Stored data
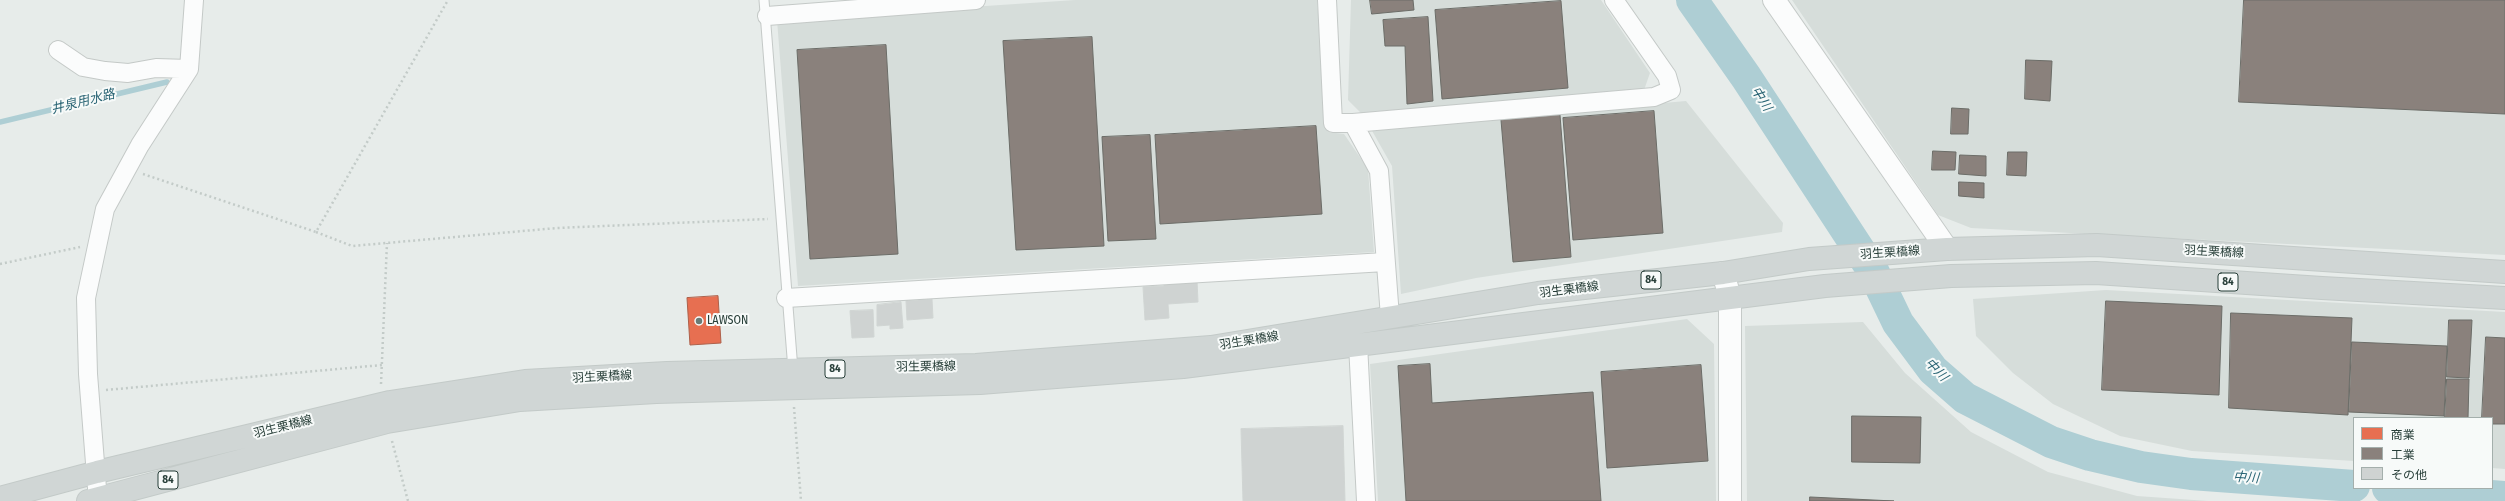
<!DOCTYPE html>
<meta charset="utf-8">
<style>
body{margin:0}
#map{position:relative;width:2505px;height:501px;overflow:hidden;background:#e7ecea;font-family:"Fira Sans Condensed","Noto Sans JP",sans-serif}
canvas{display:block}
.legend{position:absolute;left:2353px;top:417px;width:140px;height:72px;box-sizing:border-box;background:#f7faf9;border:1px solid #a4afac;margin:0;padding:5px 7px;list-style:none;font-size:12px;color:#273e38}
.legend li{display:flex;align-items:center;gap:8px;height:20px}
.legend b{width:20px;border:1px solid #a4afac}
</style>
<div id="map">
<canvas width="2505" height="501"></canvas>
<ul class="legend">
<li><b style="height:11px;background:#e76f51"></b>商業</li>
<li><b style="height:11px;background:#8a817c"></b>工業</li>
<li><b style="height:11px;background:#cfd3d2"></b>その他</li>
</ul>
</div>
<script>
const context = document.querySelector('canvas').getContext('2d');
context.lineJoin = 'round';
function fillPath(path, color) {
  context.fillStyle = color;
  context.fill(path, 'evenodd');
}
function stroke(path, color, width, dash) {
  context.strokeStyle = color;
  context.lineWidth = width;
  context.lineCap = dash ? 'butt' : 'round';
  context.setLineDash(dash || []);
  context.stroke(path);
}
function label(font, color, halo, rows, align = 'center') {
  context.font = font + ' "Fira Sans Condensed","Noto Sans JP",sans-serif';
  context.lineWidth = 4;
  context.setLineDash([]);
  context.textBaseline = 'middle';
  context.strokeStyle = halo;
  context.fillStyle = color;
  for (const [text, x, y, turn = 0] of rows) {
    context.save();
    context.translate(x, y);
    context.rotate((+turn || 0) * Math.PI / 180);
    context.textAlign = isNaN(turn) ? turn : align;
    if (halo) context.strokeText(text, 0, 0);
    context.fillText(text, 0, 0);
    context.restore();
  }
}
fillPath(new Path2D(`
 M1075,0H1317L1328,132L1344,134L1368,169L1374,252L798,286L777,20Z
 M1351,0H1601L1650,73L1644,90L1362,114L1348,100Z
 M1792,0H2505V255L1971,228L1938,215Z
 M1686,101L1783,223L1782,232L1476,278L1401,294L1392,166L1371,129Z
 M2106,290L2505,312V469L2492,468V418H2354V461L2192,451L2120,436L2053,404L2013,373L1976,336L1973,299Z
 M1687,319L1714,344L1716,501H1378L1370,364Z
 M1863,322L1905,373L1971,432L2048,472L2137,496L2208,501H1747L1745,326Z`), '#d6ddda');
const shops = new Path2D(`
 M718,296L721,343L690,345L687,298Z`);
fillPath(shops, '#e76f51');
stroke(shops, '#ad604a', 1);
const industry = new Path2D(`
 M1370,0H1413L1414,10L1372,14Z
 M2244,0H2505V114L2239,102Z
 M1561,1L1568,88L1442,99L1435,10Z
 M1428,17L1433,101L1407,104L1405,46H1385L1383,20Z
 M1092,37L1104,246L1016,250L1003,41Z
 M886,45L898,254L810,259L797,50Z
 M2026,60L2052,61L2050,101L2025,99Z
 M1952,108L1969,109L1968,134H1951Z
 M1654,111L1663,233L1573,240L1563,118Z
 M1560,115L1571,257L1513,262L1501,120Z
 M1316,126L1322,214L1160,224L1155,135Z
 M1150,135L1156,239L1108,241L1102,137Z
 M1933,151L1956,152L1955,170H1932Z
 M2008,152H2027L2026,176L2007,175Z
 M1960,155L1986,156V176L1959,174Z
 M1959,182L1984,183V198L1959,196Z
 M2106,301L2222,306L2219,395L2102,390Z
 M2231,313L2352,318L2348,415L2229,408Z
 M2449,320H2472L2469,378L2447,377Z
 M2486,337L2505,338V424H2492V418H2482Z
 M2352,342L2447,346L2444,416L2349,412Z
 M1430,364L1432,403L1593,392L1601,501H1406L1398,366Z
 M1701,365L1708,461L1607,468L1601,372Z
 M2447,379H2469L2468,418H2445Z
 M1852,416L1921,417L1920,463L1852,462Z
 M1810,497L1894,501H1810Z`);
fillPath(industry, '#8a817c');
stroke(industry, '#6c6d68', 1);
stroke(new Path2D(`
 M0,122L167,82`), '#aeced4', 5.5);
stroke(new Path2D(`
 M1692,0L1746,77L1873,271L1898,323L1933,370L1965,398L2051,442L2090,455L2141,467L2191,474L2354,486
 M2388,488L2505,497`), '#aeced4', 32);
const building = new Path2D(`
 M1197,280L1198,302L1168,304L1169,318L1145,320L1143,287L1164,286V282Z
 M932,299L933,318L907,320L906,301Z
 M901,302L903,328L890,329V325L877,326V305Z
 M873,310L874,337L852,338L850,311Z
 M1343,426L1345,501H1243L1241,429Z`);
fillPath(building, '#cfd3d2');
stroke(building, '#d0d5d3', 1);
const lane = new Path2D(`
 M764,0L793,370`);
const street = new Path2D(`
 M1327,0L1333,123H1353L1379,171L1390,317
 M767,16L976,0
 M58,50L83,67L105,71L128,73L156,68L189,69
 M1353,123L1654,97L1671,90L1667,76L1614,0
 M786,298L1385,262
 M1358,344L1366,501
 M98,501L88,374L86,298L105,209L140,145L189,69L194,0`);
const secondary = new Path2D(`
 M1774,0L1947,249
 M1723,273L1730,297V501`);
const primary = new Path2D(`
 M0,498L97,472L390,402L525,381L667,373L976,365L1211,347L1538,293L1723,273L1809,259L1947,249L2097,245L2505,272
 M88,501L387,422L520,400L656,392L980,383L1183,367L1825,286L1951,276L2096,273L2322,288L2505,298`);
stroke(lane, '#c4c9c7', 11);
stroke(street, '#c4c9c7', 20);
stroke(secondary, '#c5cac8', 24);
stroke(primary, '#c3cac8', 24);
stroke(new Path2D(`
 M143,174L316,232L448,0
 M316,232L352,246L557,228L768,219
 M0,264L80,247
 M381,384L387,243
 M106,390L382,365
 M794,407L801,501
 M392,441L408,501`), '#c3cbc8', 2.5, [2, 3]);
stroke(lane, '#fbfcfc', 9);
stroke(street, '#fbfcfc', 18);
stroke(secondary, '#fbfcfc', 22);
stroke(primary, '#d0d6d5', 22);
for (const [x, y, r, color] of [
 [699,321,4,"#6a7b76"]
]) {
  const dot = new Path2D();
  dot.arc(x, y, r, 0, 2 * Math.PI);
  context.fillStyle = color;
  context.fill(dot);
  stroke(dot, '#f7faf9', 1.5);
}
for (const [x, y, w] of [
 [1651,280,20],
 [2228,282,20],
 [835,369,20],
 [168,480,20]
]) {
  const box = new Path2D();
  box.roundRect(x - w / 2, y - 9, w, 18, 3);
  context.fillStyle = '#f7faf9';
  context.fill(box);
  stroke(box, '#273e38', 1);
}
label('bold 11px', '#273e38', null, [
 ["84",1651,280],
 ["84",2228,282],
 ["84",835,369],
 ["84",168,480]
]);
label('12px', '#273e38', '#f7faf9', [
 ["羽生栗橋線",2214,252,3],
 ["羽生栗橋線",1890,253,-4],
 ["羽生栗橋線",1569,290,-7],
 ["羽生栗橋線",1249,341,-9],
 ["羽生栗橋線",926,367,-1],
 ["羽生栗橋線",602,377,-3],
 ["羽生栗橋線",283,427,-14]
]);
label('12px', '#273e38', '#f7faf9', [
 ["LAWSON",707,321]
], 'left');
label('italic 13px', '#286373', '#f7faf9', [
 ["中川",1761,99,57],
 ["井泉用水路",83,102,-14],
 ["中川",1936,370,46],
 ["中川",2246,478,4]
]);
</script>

→ **Assignment**
For each line of the entries that holds the word "center", pull that line out.

→ **Expected output**
.legend li{display:flex;align-items:center;gap:8px;height:20px}
function label(font, color, halo, rows, align = 'center') {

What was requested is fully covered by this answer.